Veli toplantısına neden gitmeyiz? Çünkü önemli bir toplantı değildir. İşimiz gücümüz vardır. Meşgul olduğumuz güne denk gelmiştir. Lisede okuyan bir öğrencinin veli toplantısında ne konuşulur ki? Hep aynı şeyler. Öğretmenler öğrencilerden şikayet eder. Okula yardım isterler. Ona benzer şeyler işte.
Whatsapp’tan öğretmene hesap sormak serbest olduğu için veli toplantısına gitmeye gerek yoktur. Oysa bütün bu sebepleri bir süreliğine tersine çevirip konuya baksak bazı şeyleri önleyebiliriz belki de.
Oğlunuz/kızınız 9. sınıfta okuyor olsun. Veli toplantısına her veli katılmış olsun. Öğretmen bu tablo karşısında öncelikle duygulanır. Öyle bir konuşma yapar ki candan bir şekilde dinleyen veliler duyduklarını eve gidince uygulamaya başlarlar. Gençler üzerinde proaktif bir etki ortaya çıkmaya başlar. Gençler okulu ciddiye alan velilerini ciddiye almaya başlar. Çünkü okula gitmiştir o veli ve oğlunun/kızının bir çok dersteki durumunu öğrenmiş, öğretmenlerin hepsiyle eksiksiz görüşmüş ve görüş alışverişinde bulunmuştur.
O dakikadan itibaren hem öğretmenler hem okul idaresi hem de velilerin yüksek alakasıyla gençler üzerlerinde bir mahalle baskısı hissetmeye başlar. Ders çalışmayanlar ders çalışmaya başlar. Ders dinlemeyenler ders dinlemeye başlar. Anne babalar çocuklarına kitaplar alıp onları şaşırtırlar. “İşte kızım sana bir Fizik kitabı aldım. Hadi bakalım bu sorular bitecek!” derler. Okulda öğretmenler kendilerine gelen soruları cevaplarlar. Böylece büyük rekabete bu ilgisiz gençler de katılmaya başlar.

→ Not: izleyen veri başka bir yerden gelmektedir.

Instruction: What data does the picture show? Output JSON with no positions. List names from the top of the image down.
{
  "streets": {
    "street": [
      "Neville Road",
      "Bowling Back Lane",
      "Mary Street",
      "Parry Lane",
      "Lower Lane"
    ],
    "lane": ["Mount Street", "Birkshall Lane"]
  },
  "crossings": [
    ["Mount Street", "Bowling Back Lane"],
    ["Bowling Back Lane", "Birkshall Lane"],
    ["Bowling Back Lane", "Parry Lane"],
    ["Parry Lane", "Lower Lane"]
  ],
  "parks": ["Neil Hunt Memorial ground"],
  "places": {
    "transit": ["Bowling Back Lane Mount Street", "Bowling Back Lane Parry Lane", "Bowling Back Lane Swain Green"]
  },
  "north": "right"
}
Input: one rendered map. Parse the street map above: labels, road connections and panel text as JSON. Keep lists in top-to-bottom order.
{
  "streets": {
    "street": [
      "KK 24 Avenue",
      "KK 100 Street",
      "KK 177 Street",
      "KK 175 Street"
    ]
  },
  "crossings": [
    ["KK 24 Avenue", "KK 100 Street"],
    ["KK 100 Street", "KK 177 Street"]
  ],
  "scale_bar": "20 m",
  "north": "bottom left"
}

Ülkenin bir şehrinde bir çok okulda, bir çok sınıfta, bir yerlerde bir çok öğrenci bu yarışa erkenden katılıp öğretmenlerinden faydalanıyor. Ancak pek çok okulda da öğrenciler öğretmenleriyle ders dışında bir etkileşime girmiyorlar. Hatta dersi dinlemiyorlar. Öğretmen avazı çıktığı kadar bağırmaktan bitap düşüyor. Verim düşüyor. Kalite düşüyor. Öğrencilerin ilgisini cezbedecek hamleler yapmak ancak veli-okul dayanışmasıyla olabilir.
Tek başına bir öğretmen bir şey yapamaz. Hem okul idaresi hem veliler hem de öğretmenler işbirliği yapmayı öğrenmelidirler. Bu yapılmadıkça öğrencilerden akademik başarı beklenmemelidir. Öğrenciler işi ciddiye almalı ve derslerin içeriğiyle ilgilenmelidirler.Hatta derslere hazırlıklı gelmeliler.

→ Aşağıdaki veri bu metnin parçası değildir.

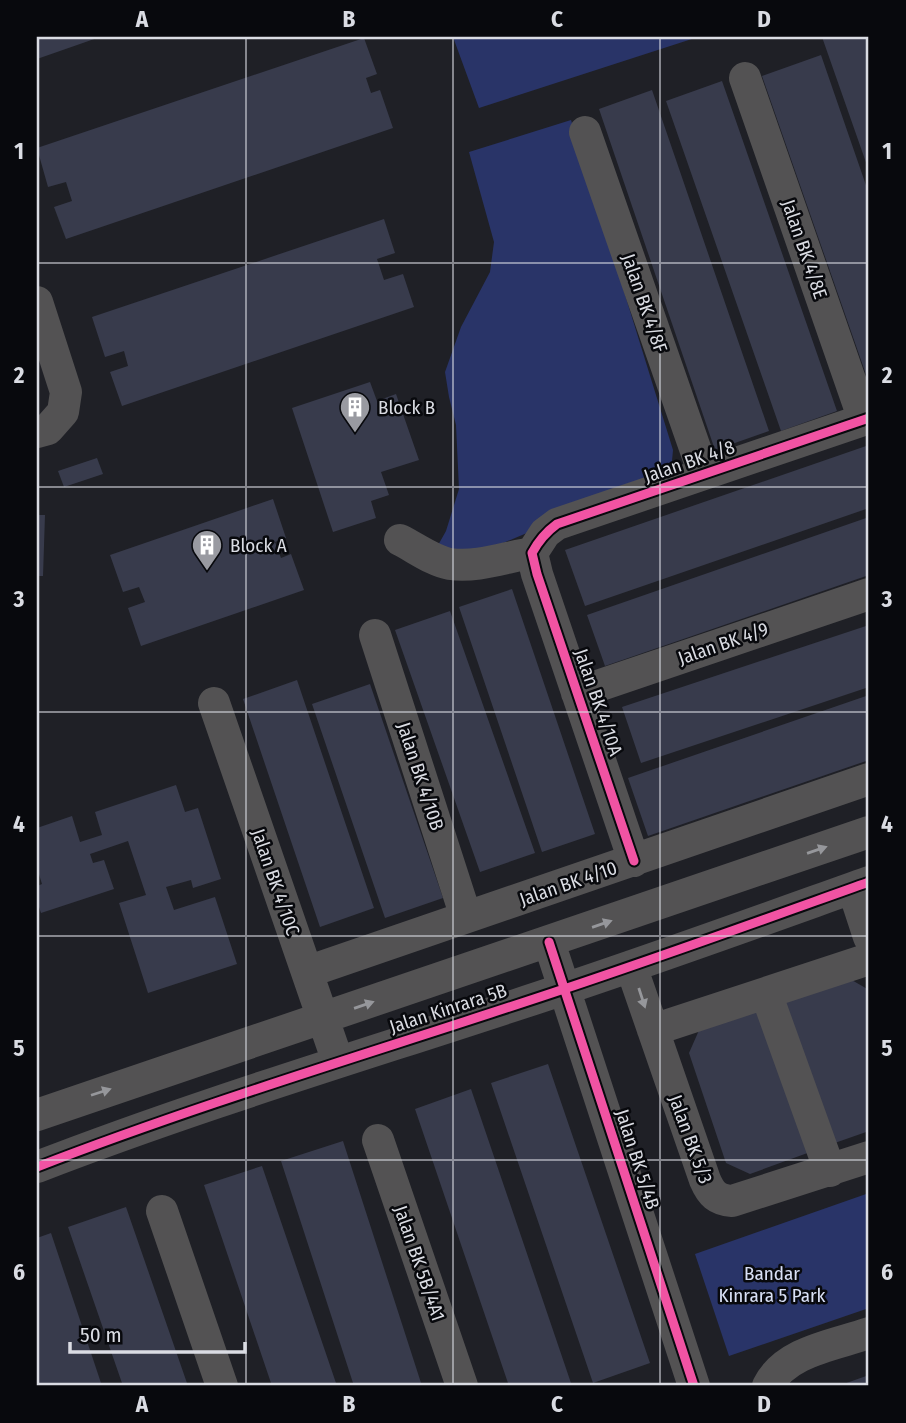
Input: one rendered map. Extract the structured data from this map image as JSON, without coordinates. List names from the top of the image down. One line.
{"streets":{"street":["Jalan BK 4/8E","Jalan BK 4/8F","Jalan BK 4/8","Jalan BK 4/9","Jalan BK 4/10A","Jalan BK 4/10B","Jalan BK 4/10C","Jalan BK 4/10","Jalan Kinrara 5B","Jalan BK 5/3","Jalan BK 5/4B","Jalan BK 5B/4A1"]},"crossings":[["Jalan BK 4/8E","Jalan BK 4/8"],["Jalan BK 4/8F","Jalan BK 4/8"],["Jalan BK 4/8","Jalan BK 4/10A"],["Jalan BK 4/9","Jalan BK 4/10A"],["Jalan BK 4/10A","Jalan BK 4/10"],["Jalan BK 4/10B","Jalan BK 4/10"],["Jalan BK 4/10C","Jalan BK 4/10"],["Jalan BK 4/10C","Jalan Kinrara 5B"],["Jalan Kinrara 5B","Jalan BK 5/3"],["Jalan Kinrara 5B","Jalan BK 5/4B"]],"parks":["Bandar Kinrara 5 Park"],"places":{"building":["Block B","Block A"]},"scale_bar":"50 m","grid":{"columns":["A","B","C","D"],"rows":["1","2","3","4","5","6"]}}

Öğretmenleri daha canlı görmek istiyorsanız o öğretmenlerle iyi iletişim kurmalısınız. Bir veli olarak veli toplantılarına mutlaka katılmalısınız. Aksi takdirde üniversite sınavı gelir kapıyı çalar. Ama temeli olmayan oğlunuz ya da kızınız çok geç kalmış olabilir.
Elbette herşey üniversite demek değil. Hayatın içinde bir çok konum var, çocuklar bu konumlara da talip olabilir. Ama bir realite olarak üniversite sınavı var. Bu sınava herkes hazırlanmak istiyor. Nasıl bir yol izleneceğini ise kimse bilmiyor. Gençler ihmal ediliyor. Bu doğru değil.
Ey anne babalar veliler, gelin çocuklarınızın okul sıralarını görün, temizlik yapılıp yapılmadığını sorun, oradan çocuğunuzun oturduğu sıradan tahtaya bakın. Öğretmene bakın. Öğretmenlere bakın.
Devletin bedava verilen bir hizmeti sanılan eğitim öğretim hizmetlerine bakın. Bunların hepsinin bedeli ödeniyor. Ve siz vergiler ödüyorsunuz. Cebinizden çıkıyor hepsi. Gelin aldığınız hizmeti değerlendirin, sorgulayın, konuşun, tartışın.